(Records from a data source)
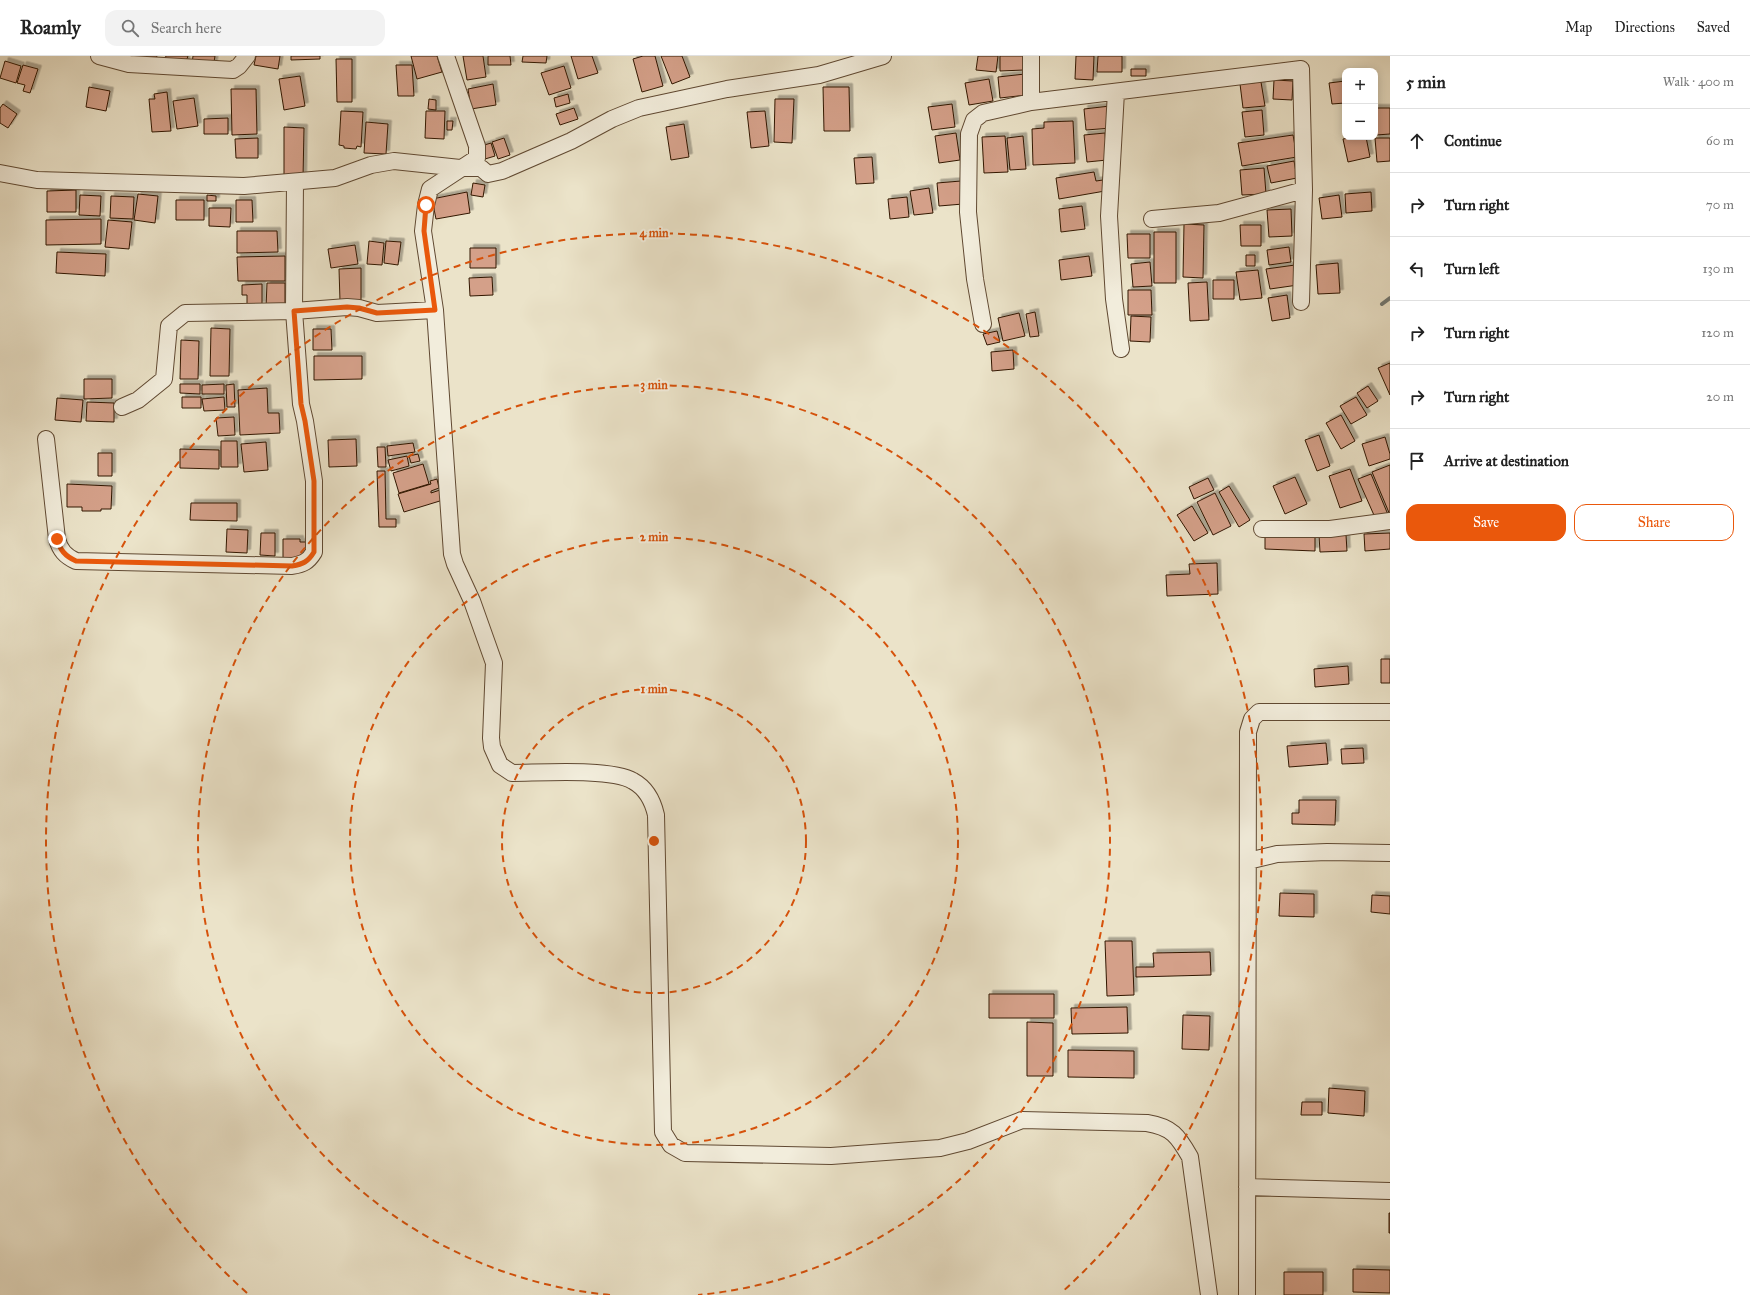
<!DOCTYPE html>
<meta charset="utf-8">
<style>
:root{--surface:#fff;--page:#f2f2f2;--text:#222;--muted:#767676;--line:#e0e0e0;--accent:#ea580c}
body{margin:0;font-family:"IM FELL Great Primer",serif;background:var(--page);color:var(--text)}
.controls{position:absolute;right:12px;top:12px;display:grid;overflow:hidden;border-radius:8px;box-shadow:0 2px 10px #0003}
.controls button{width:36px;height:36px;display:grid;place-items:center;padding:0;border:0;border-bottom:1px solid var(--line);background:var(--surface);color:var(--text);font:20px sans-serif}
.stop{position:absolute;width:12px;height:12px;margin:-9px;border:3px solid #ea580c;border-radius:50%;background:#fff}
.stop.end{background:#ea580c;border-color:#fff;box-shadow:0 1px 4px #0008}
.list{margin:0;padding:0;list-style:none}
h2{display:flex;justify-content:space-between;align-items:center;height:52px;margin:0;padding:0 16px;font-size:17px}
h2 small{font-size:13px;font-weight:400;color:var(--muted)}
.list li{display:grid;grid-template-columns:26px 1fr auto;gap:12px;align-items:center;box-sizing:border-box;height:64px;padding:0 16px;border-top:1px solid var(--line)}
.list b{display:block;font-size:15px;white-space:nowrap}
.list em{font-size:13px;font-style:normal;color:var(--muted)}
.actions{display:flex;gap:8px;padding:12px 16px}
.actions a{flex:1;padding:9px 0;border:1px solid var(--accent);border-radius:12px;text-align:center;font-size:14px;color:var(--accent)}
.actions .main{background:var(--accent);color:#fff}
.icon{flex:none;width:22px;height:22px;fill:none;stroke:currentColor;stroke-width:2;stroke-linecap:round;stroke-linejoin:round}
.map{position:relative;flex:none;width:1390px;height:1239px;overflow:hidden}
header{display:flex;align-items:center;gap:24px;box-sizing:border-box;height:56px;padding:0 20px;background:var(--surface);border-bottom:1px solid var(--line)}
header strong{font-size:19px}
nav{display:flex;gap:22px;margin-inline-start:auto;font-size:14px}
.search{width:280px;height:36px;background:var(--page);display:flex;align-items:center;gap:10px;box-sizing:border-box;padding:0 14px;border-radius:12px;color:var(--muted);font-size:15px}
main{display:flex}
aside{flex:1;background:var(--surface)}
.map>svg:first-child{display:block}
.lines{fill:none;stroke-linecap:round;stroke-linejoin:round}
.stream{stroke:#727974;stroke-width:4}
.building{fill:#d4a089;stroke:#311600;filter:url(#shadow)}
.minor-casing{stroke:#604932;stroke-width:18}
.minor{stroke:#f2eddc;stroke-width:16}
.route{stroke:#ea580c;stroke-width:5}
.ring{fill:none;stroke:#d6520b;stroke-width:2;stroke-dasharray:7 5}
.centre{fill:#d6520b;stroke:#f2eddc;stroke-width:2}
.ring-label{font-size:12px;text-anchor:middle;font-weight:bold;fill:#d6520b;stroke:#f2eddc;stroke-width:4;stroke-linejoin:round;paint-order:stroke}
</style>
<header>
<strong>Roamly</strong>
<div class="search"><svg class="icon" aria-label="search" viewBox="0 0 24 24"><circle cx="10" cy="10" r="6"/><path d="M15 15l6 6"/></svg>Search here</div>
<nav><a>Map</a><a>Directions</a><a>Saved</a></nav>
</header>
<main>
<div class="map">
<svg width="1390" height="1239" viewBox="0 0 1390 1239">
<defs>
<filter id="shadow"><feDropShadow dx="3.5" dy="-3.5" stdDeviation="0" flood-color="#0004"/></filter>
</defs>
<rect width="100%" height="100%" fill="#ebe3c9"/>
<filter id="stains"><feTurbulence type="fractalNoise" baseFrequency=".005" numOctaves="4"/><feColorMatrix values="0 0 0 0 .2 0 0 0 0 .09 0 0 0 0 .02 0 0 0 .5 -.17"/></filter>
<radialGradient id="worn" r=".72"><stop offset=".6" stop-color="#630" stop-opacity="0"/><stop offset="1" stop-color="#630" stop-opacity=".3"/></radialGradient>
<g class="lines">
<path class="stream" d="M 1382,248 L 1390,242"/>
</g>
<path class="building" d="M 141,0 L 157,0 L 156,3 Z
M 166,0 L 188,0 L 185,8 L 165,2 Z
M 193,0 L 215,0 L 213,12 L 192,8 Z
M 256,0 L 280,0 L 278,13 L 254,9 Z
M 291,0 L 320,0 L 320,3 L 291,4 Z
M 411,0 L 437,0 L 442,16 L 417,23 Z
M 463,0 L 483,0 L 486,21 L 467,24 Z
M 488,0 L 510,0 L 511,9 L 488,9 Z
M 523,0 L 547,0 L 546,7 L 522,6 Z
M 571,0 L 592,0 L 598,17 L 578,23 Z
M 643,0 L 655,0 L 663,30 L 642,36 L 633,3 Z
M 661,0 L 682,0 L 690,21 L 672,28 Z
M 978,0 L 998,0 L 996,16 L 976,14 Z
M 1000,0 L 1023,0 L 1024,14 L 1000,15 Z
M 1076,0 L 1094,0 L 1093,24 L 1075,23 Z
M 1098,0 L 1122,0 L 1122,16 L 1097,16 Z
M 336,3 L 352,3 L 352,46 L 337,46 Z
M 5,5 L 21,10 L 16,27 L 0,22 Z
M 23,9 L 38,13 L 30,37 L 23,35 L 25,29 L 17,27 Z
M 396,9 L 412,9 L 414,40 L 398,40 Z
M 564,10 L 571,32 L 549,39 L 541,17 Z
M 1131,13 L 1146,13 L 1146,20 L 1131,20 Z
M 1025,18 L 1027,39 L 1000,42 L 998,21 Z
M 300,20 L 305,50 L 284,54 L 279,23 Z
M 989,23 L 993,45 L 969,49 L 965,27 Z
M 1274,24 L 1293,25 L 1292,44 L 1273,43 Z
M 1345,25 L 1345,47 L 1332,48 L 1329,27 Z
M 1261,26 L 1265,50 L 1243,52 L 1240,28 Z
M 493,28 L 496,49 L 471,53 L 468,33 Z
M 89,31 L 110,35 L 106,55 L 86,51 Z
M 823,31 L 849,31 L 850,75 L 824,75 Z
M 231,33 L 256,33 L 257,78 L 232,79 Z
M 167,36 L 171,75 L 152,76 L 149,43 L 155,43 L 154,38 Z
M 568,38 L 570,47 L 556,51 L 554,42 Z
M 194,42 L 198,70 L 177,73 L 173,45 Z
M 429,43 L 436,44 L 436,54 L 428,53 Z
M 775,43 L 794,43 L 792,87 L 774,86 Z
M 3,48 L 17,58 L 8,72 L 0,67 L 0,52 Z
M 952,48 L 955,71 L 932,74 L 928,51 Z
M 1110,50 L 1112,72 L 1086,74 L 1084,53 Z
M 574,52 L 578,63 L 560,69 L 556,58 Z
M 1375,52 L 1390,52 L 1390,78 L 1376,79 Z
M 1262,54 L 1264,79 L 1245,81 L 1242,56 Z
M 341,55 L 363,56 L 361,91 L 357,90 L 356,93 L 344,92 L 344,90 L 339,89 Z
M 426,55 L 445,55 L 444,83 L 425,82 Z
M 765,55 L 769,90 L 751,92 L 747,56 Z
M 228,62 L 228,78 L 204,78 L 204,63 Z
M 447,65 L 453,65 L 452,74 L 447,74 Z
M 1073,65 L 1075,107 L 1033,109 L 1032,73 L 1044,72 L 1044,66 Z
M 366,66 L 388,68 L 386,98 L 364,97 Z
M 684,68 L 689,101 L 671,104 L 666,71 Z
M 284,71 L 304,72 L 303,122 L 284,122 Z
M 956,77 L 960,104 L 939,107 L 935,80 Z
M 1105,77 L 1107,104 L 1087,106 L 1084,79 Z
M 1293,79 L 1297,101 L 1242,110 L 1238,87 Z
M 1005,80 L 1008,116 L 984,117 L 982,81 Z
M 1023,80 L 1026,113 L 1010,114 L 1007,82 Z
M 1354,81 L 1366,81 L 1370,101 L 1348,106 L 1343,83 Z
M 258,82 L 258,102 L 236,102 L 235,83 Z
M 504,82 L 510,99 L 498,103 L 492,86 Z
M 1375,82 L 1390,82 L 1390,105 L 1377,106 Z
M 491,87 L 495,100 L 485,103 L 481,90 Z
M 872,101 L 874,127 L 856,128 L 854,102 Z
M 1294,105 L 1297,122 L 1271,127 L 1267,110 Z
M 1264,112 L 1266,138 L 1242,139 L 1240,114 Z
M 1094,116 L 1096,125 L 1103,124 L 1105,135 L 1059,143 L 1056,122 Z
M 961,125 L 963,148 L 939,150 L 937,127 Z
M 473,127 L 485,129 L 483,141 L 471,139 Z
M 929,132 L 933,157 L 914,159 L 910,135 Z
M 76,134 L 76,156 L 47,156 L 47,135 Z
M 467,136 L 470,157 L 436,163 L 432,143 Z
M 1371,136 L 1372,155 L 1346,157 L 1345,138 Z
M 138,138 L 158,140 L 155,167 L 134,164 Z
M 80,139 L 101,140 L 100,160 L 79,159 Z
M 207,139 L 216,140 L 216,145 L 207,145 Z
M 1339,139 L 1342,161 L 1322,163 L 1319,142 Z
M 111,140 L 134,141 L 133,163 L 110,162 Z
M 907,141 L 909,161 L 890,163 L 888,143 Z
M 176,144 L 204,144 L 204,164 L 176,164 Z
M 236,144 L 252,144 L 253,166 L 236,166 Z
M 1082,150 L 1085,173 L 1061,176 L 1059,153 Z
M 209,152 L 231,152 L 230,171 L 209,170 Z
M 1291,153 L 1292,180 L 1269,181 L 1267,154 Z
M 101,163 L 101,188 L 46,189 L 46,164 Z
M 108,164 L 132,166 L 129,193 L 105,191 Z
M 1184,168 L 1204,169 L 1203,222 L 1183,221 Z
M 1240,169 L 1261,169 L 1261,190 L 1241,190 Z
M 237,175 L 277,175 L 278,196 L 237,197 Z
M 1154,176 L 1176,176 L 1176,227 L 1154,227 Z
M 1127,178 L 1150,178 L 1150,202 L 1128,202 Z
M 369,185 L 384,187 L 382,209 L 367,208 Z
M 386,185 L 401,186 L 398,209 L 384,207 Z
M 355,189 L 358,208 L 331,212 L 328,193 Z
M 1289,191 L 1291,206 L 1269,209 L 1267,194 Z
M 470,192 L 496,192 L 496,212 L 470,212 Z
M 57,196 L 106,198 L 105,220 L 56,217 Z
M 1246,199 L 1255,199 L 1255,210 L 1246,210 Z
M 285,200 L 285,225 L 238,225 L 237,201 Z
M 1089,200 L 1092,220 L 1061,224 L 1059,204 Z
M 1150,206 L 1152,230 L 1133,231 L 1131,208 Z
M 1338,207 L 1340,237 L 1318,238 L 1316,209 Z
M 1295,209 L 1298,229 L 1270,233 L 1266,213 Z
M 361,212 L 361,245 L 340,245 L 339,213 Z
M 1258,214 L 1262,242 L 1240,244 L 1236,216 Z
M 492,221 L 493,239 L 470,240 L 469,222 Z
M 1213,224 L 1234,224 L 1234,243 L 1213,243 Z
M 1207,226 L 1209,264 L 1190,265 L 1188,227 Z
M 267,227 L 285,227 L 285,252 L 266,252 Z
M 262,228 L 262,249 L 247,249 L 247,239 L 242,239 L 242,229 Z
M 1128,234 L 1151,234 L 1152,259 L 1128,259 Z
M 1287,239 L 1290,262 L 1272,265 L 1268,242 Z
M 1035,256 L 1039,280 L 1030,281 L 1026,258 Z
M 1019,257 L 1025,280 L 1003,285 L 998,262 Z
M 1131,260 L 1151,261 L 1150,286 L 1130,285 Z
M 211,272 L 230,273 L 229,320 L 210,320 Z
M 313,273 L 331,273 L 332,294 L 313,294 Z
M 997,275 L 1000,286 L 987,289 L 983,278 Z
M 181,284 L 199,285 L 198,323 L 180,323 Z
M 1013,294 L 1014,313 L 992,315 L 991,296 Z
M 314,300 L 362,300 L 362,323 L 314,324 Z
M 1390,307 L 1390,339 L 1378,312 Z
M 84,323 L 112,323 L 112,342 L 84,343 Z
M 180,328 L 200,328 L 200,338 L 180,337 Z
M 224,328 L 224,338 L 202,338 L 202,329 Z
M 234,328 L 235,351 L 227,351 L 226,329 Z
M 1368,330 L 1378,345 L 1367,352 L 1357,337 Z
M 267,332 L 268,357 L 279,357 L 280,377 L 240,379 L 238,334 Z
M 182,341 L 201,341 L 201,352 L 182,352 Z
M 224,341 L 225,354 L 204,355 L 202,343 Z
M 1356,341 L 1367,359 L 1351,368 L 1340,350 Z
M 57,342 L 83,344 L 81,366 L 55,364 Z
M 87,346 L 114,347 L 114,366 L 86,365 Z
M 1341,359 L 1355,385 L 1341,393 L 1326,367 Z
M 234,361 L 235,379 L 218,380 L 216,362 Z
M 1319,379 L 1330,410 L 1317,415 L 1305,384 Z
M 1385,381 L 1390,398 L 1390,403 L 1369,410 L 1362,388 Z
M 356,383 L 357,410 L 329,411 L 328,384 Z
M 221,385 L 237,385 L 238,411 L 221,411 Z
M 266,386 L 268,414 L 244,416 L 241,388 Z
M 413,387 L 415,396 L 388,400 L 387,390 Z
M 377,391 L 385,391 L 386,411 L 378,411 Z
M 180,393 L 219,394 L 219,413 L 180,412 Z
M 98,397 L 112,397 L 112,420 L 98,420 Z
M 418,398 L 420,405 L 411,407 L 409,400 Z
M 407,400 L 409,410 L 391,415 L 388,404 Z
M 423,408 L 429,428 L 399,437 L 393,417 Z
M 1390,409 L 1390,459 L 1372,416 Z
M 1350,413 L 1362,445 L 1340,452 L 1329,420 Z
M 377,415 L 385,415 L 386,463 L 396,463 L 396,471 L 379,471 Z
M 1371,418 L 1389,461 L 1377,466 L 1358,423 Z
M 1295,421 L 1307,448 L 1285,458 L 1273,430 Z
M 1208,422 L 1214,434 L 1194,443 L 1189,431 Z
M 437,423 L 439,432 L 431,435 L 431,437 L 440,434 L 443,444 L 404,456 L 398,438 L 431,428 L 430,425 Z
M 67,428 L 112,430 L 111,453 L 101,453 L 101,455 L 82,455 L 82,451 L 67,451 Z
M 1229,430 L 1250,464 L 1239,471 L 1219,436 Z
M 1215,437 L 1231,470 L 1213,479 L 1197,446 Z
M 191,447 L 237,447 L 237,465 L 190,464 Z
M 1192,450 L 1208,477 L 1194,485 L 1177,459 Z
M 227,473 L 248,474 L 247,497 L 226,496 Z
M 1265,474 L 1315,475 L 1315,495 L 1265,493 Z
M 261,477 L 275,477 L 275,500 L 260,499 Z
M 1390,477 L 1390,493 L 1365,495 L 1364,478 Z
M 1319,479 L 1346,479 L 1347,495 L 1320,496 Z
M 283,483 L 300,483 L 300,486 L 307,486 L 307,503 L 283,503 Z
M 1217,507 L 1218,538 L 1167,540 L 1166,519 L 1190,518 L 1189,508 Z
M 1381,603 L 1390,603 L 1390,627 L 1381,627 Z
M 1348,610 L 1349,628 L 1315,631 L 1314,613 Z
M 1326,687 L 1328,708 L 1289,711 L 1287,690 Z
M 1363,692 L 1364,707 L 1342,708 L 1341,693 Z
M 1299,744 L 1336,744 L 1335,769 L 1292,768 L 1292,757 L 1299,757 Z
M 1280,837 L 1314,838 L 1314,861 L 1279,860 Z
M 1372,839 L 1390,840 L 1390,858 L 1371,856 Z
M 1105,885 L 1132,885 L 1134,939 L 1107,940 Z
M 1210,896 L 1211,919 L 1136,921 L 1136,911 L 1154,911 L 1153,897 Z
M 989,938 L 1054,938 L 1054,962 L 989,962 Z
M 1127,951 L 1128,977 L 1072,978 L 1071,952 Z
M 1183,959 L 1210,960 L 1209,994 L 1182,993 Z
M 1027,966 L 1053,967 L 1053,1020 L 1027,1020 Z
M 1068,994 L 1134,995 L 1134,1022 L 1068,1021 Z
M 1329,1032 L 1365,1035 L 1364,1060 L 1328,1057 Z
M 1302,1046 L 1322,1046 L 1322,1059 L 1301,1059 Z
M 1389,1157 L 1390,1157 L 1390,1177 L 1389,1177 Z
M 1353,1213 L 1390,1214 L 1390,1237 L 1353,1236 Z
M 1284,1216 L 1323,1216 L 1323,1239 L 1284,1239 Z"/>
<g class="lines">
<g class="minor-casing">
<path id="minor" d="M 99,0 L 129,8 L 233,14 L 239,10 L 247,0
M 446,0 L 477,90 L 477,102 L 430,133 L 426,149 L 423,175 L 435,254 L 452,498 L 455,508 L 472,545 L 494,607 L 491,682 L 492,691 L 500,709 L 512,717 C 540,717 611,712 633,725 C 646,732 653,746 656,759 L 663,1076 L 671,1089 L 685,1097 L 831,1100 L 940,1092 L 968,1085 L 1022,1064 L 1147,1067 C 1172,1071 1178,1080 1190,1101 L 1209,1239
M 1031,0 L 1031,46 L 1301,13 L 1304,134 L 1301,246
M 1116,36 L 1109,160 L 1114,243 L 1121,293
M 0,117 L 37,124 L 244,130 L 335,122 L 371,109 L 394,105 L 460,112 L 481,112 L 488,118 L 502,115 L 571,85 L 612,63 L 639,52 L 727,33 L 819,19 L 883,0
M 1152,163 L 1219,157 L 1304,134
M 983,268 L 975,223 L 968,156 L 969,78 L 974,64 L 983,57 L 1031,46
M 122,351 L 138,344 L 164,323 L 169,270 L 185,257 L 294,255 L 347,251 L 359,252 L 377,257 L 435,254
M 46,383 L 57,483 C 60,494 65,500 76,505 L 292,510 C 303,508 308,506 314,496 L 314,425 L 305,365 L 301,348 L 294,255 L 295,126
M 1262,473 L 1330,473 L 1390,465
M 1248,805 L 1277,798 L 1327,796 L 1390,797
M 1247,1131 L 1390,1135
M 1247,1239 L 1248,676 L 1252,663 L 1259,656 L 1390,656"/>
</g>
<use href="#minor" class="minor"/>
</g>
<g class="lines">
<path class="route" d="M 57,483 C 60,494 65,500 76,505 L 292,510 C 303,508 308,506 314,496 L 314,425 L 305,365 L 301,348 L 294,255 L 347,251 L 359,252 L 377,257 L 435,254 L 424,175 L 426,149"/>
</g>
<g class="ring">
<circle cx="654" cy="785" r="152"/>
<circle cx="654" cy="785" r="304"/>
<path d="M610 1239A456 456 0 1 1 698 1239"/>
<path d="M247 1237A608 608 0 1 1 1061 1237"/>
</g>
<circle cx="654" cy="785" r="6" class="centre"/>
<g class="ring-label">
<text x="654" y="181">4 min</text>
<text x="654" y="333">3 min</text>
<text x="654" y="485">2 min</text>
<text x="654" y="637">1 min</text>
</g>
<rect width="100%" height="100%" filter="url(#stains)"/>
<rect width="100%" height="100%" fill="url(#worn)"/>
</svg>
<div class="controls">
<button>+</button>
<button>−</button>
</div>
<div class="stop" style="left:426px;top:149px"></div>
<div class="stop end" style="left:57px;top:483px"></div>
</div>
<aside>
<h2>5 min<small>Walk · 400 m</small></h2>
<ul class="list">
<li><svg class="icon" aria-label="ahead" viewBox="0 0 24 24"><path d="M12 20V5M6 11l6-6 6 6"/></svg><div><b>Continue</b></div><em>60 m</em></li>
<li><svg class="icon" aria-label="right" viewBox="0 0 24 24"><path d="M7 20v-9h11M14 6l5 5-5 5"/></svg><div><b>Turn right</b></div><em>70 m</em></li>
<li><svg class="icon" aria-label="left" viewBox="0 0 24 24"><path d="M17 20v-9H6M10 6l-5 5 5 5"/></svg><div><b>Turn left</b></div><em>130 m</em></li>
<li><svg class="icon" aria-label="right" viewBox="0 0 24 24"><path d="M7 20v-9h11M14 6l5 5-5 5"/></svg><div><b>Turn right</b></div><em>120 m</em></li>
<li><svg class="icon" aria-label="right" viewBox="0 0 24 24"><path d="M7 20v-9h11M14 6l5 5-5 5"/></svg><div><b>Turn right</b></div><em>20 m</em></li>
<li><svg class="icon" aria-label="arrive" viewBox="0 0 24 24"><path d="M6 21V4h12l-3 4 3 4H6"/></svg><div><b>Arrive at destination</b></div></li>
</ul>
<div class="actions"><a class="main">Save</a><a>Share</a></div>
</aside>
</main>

**TASK TO COMPLETE**
Taking the line with "M 236,144 L 252,144 L 253,166 L 236,166 Z" as the first and the line with "M 57,342 L 83,344 L 81,366 L 55,364 Z" as the last, retype that stretch of the data above exactly, with no other lines.

**YOUR SOLUTION**
M 236,144 L 252,144 L 253,166 L 236,166 Z
M 1082,150 L 1085,173 L 1061,176 L 1059,153 Z
M 209,152 L 231,152 L 230,171 L 209,170 Z
M 1291,153 L 1292,180 L 1269,181 L 1267,154 Z
M 101,163 L 101,188 L 46,189 L 46,164 Z
M 108,164 L 132,166 L 129,193 L 105,191 Z
M 1184,168 L 1204,169 L 1203,222 L 1183,221 Z
M 1240,169 L 1261,169 L 1261,190 L 1241,190 Z
M 237,175 L 277,175 L 278,196 L 237,197 Z
M 1154,176 L 1176,176 L 1176,227 L 1154,227 Z
M 1127,178 L 1150,178 L 1150,202 L 1128,202 Z
M 369,185 L 384,187 L 382,209 L 367,208 Z
M 386,185 L 401,186 L 398,209 L 384,207 Z
M 355,189 L 358,208 L 331,212 L 328,193 Z
M 1289,191 L 1291,206 L 1269,209 L 1267,194 Z
M 470,192 L 496,192 L 496,212 L 470,212 Z
M 57,196 L 106,198 L 105,220 L 56,217 Z
M 1246,199 L 1255,199 L 1255,210 L 1246,210 Z
M 285,200 L 285,225 L 238,225 L 237,201 Z
M 1089,200 L 1092,220 L 1061,224 L 1059,204 Z
M 1150,206 L 1152,230 L 1133,231 L 1131,208 Z
M 1338,207 L 1340,237 L 1318,238 L 1316,209 Z
M 1295,209 L 1298,229 L 1270,233 L 1266,213 Z
M 361,212 L 361,245 L 340,245 L 339,213 Z
M 1258,214 L 1262,242 L 1240,244 L 1236,216 Z
M 492,221 L 493,239 L 470,240 L 469,222 Z
M 1213,224 L 1234,224 L 1234,243 L 1213,243 Z
M 1207,226 L 1209,264 L 1190,265 L 1188,227 Z
M 267,227 L 285,227 L 285,252 L 266,252 Z
M 262,228 L 262,249 L 247,249 L 247,239 L 242,239 L 242,229 Z
M 1128,234 L 1151,234 L 1152,259 L 1128,259 Z
M 1287,239 L 1290,262 L 1272,265 L 1268,242 Z
M 1035,256 L 1039,280 L 1030,281 L 1026,258 Z
M 1019,257 L 1025,280 L 1003,285 L 998,262 Z
M 1131,260 L 1151,261 L 1150,286 L 1130,285 Z
M 211,272 L 230,273 L 229,320 L 210,320 Z
M 313,273 L 331,273 L 332,294 L 313,294 Z
M 997,275 L 1000,286 L 987,289 L 983,278 Z
M 181,284 L 199,285 L 198,323 L 180,323 Z
M 1013,294 L 1014,313 L 992,315 L 991,296 Z
M 314,300 L 362,300 L 362,323 L 314,324 Z
M 1390,307 L 1390,339 L 1378,312 Z
M 84,323 L 112,323 L 112,342 L 84,343 Z
M 180,328 L 200,328 L 200,338 L 180,337 Z
M 224,328 L 224,338 L 202,338 L 202,329 Z
M 234,328 L 235,351 L 227,351 L 226,329 Z
M 1368,330 L 1378,345 L 1367,352 L 1357,337 Z
M 267,332 L 268,357 L 279,357 L 280,377 L 240,379 L 238,334 Z
M 182,341 L 201,341 L 201,352 L 182,352 Z
M 224,341 L 225,354 L 204,355 L 202,343 Z
M 1356,341 L 1367,359 L 1351,368 L 1340,350 Z
M 57,342 L 83,344 L 81,366 L 55,364 Z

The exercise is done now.